* **Instructions for the task**
Reproduce all the records word for word. Omit images.

Stored data:
****

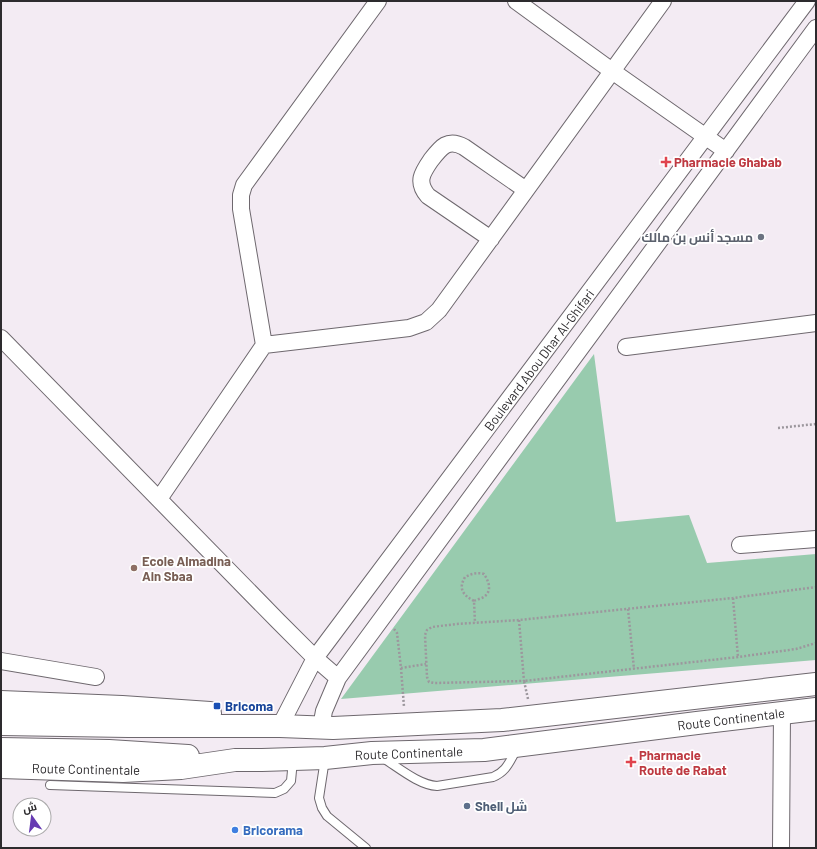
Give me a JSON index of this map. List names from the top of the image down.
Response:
{
  "streets": {
    "main road": ["Route Continentale"],
    "street": ["Boulevard Abou Dhar Al-Ghifari"]
  },
  "crossings": [
    ["Boulevard Abou Dhar Al-Ghifari", "Route Continentale"]
  ],
  "places": {
    "health": ["Pharmacie Ghabab", "Pharmacie Route de Rabat"],
    "other": [
      "مسجد أنس بن مالك",
      "Ecole Almadina Ain Sbaa",
      "Shell شل",
      "Bricorama"
    ],
    "transit": ["Bricoma"]
  },
  "north": "top"
}
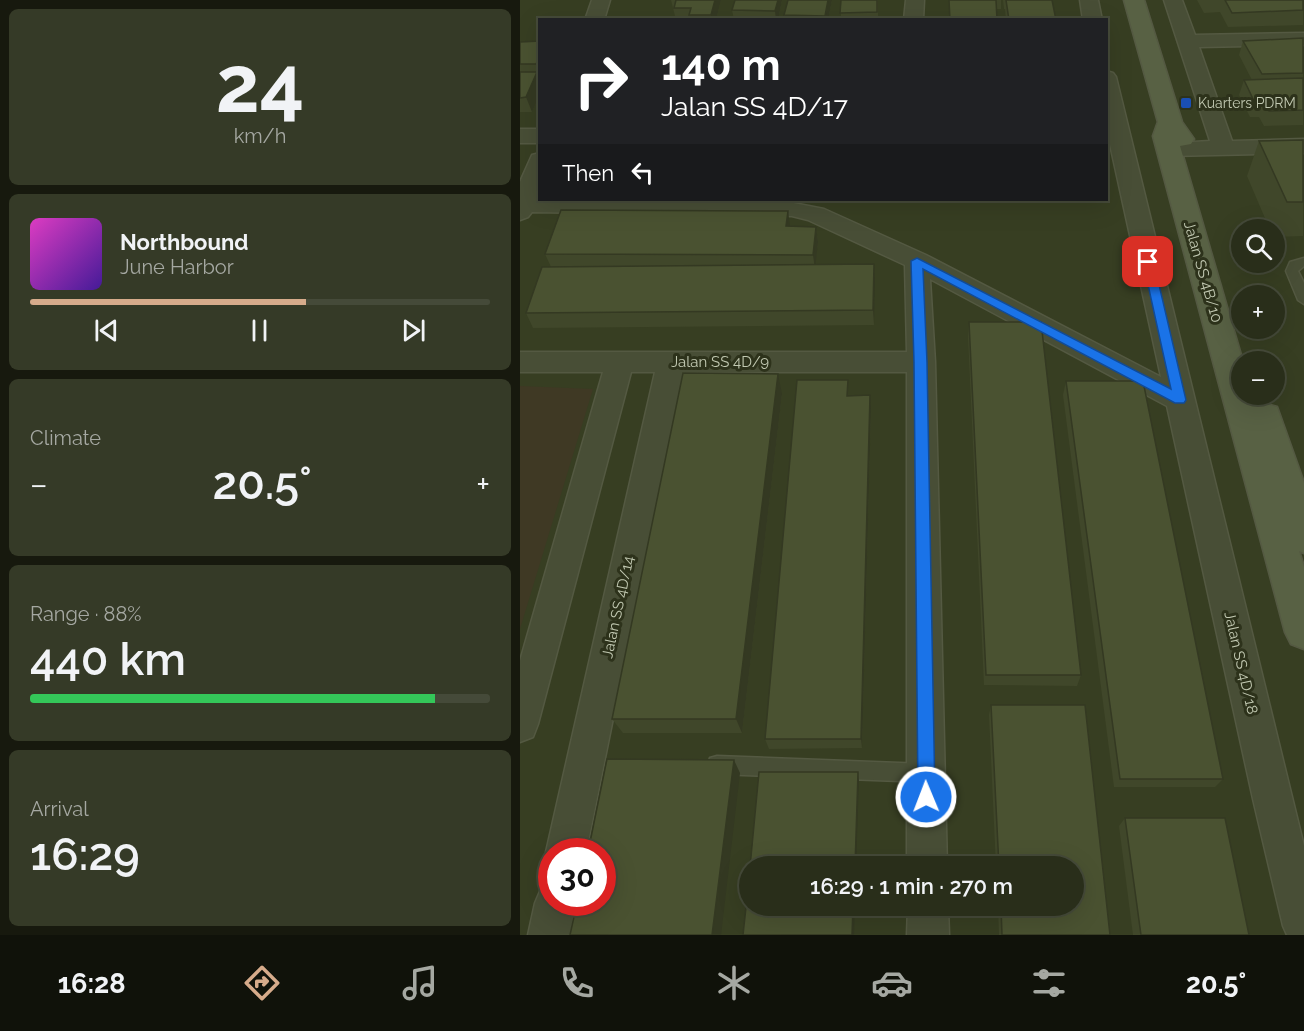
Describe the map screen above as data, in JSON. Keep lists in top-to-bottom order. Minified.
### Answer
{"streets":{"street":["Jalan SS 4B/10","Jalan SS 4D/9","Jalan SS 4D/14","Jalan SS 4D/18"]},"crossings":[["Jalan SS 4D/9","Jalan SS 4D/14"]],"places":{"transit":["Kuarters PDRM"]},"page":{"tile":[["24","km/h"],"Climate",["Range · 88%","440 km"],["Arrival","16:29"]],"turn":["140 m","Jalan SS 4D/17"],"then":"Then","song":["Northbound","June Harbor"],"map_buttons":["+","−"],"heat":["−","20.5°","+"],"limit":"30","trip":"16:29 · 1 min · 270 m","tabs":["16:28","20.5°"]}}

****

* **Task answer**
Give me a JSON index of this map. List names from the top of the image down.
Response:
{
  "streets": {
    "main road": ["Route Continentale"],
    "street": ["Boulevard Abou Dhar Al-Ghifari"]
  },
  "crossings": [
    ["Boulevard Abou Dhar Al-Ghifari", "Route Continentale"]
  ],
  "places": {
    "health": ["Pharmacie Ghabab", "Pharmacie Route de Rabat"],
    "other": [
      "مسجد أنس بن مالك",
      "Ecole Almadina Ain Sbaa",
      "Shell شل",
      "Bricorama"
    ],
    "transit": ["Bricoma"]
  },
  "north": "top"
}
Describe the map screen above as data, in JSON. Keep lists in top-to-bottom order. Minified.
### Answer
{"streets":{"street":["Jalan SS 4B/10","Jalan SS 4D/9","Jalan SS 4D/14","Jalan SS 4D/18"]},"crossings":[["Jalan SS 4D/9","Jalan SS 4D/14"]],"places":{"transit":["Kuarters PDRM"]},"page":{"tile":[["24","km/h"],"Climate",["Range · 88%","440 km"],["Arrival","16:29"]],"turn":["140 m","Jalan SS 4D/17"],"then":"Then","song":["Northbound","June Harbor"],"map_buttons":["+","−"],"heat":["−","20.5°","+"],"limit":"30","trip":"16:29 · 1 min · 270 m","tabs":["16:28","20.5°"]}}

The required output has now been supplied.